In April 2017, the federal government finalized its 2018 payment rates for Medicare Advantage (MA) plans, settling on an average rate increase of 0.45% after originally suggesting a 0.25% increase. After taking into account the expected growth in coding awareness, Medicare Advantage plans can expect a total change of 2.95% in revenue, according to the Centers for Medicare & Medicaid Services (CMS). Under CMS’s initial rate proposal, that number would have been 2.75%. Last year, the CMS approved a rate increase of 0.85% after initially proposing a 1.35% payment increase.

The CMS stated that the updated policies included in this year’s rate announcement gives Medicare Advantage organizations the incentive to develop new plan offerings that feature innovative provider network arrangements. These network arrangements may further encourage enrollees to access high quality healthcare services. CMS also anticipates that the updated policies will provide an increased variety of Medicare Advantage and Part D plans for enrollees to choose from. Plans that improve the quality of care they deliver to enrollees will see advanced updates, and grow and improve the benefits they offer to enrollees.

2018 Rate Announcement Policy Changes

According to CMS Administrator Seema Verma, Medicare is committed to strengthening Medicare Advantage and the Prescription Drug Program by supporting flexibility and efficiency. The rate announcement also makes other policy changes in response to industry feedback concerning the 2018 Advance Notice and Draft Call Letter in February.

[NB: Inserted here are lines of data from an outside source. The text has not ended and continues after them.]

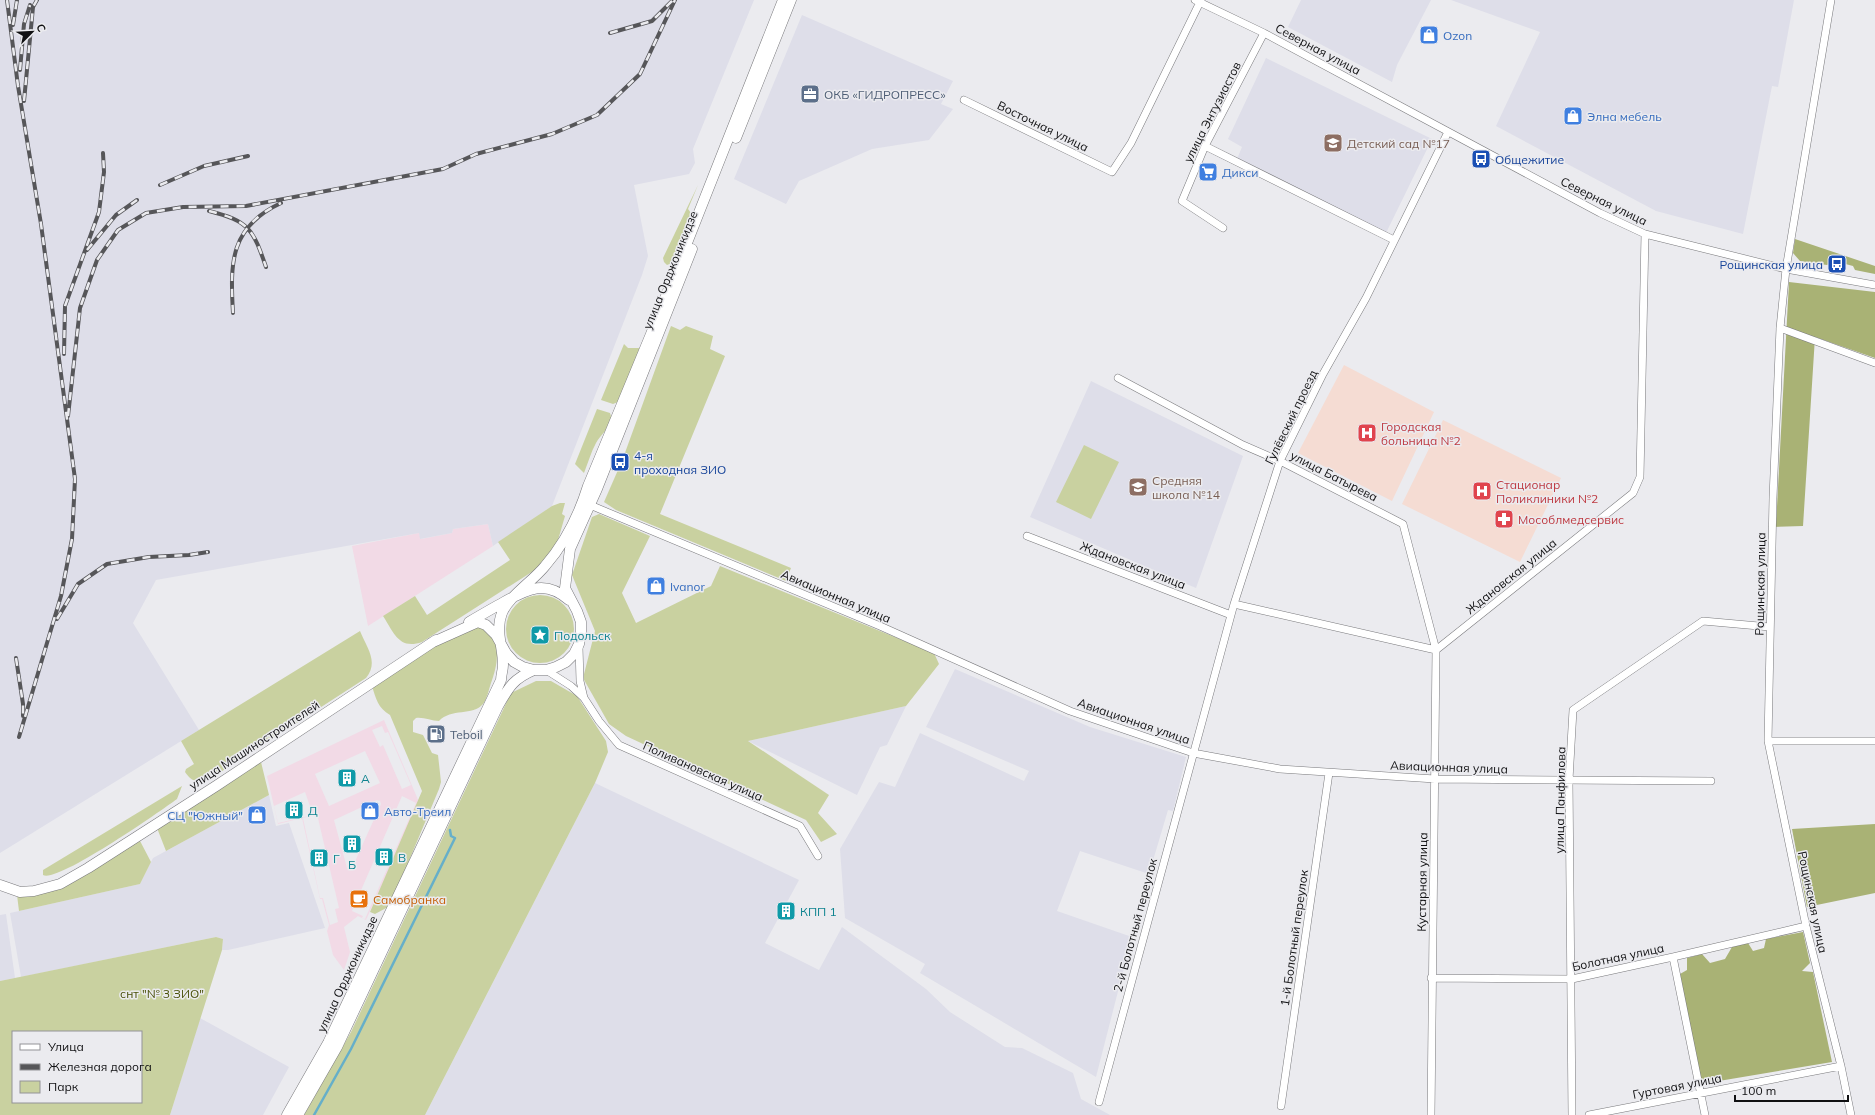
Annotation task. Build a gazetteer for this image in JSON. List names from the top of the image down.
{
  "streets": {
    "main road": ["улица Орджоникидзе", "улица Машиностроителей"],
    "street": [
      "Северная улица",
      "улица Энтузиастов",
      "Восточная улица",
      "Гулёвский проезд",
      "улица Батырева",
      "Ждановская улица",
      "Рощинская улица",
      "Авиационная улица",
      "Поливановская улица",
      "улица Панфилова",
      "Кустарная улица",
      "2-й Болотный переулок",
      "1-й Болотный переулок",
      "Болотная улица",
      "Гуртовая улица"
    ]
  },
  "crossings": [
    ["Северная улица", "улица Энтузиастов"],
    ["Северная улица", "Восточная улица"],
    ["Северная улица", "Гулёвский проезд"],
    ["Северная улица", "Ждановская улица"],
    ["Северная улица", "Рощинская улица"],
    ["улица Орджоникидзе", "Авиационная улица"],
    ["улица Орджоникидзе", "улица Машиностроителей"],
    ["Гулёвский проезд", "улица Батырева"],
    ["Гулёвский проезд", "Ждановская улица"],
    ["Гулёвский проезд", "Авиационная улица"],
    ["Гулёвский проезд", "2-й Болотный переулок"],
    ["улица Батырева", "Ждановская улица"],
    ["улица Батырева", "Кустарная улица"],
    ["Ждановская улица", "Кустарная улица"],
    ["Рощинская улица", "улица Панфилова"],
    ["Рощинская улица", "Болотная улица"],
    ["Рощинская улица", "Гуртовая улица"],
    ["Авиационная улица", "улица Панфилова"],
    ["Авиационная улица", "Кустарная улица"],
    ["Авиационная улица", "2-й Болотный переулок"],
    ["Авиационная улица", "1-й Болотный переулок"],
    ["улица Панфилова", "Болотная улица"],
    ["Кустарная улица", "Болотная улица"]
  ],
  "parks": ["снт \"№ 3 ЗИО\""],
  "places": {
    "shop": [
      "Ozon",
      "Элна мебель",
      "Ivanor",
      "Авто-Треил",
      "СЦ \"Южный\""
    ],
    "office": ["ОКБ «ГИДРОПРЕСС»"],
    "school or university": ["Детский сад №17", "Средняя школа №14"],
    "bus stop": ["Общежитие", "Рощинская улица", "4-я проходная ЗИО"],
    "supermarket": ["Дикси"],
    "hospital": ["Городская больница №2", "Стационар Поликлиники №2"],
    "pharmacy": ["Мособлмедсервис"],
    "place": ["Подольск"],
    "fuel station": ["Teboil"],
    "building": [
      "А",
      "Д",
      "Б",
      "В",
      "Г",
      "КПП 1"
    ],
    "cafe": ["Самобранка"]
  },
  "legend": ["Улица", "Железная дорога", "Парк"],
  "scale_bar": "100 m",
  "north": "top right"
}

The policy changes in the rate announcement provide incentives for plans to submit full encounter data. In 2018, CMS plans to modify the phase-in of the use of encounter data and will use the data for 15 percent of the risk adjustment payment to Medicare Advantage plans. CMS is also finalizing policies that will further the fight over opioid overutilization by encouraging safeguards before an opioid prescription is distributed at the pharmacy. However, these safeguards will still preserve the flexibility to maintain access to needed medications for Medicare enrollees in the Part D prescription drug benefit.

The CMS believes that Medicare Advantage Organizations and Part D sponsors, working with prescribing physicians, are in the ideal position to identify and employ the best practices and appropriate care management interventions for enrollees using high dose opioids. The CMS expects all Part D sponsors to focus on enhancing the management of care among these enrollees who are using a high dose of opioids. The organization also expects Medicare Advantage plans that include prescription drug coverage to consider expanding the care management they provide enrollees. Throughout the month of April the CMS also released a Request for Information to welcome continued feedback on Medicare Advantage and Part D plans.

AMGA and ACHP Approval

The policy garnered the approval of the AMGA, which is a trade group that represents multispecialty medical groups and integrated systems of care. They’re a team dedicated to dramatically improving population health and care for patients at lower costs. Chet Speed, AMGA’s Vice President of Public Policy, stated that it was essential that any Medicare Advantage risk adjustment be fair and accurate. Speed went on to say, “With the flaws in the current Encounter Data System, CMS made the right choice in dropping the weight to 15%.”

The Alliance of Community Health Plans (ACHP), which represents nonprofit insurers, also provided an email statement that they are happy that Medicare Advantage plans’ average revenue will marginally increase. Additionally, the organization was pleased that the CMS responded to concerns about some technical features of the payment policy. However, according to the group’s President and CEO, Ceci Connolly, the organization was disappointed that the CMS did not take the necessary steps to re-establish quality payments that have reduced benefits for 2.5 million seniors under the benchmark cap.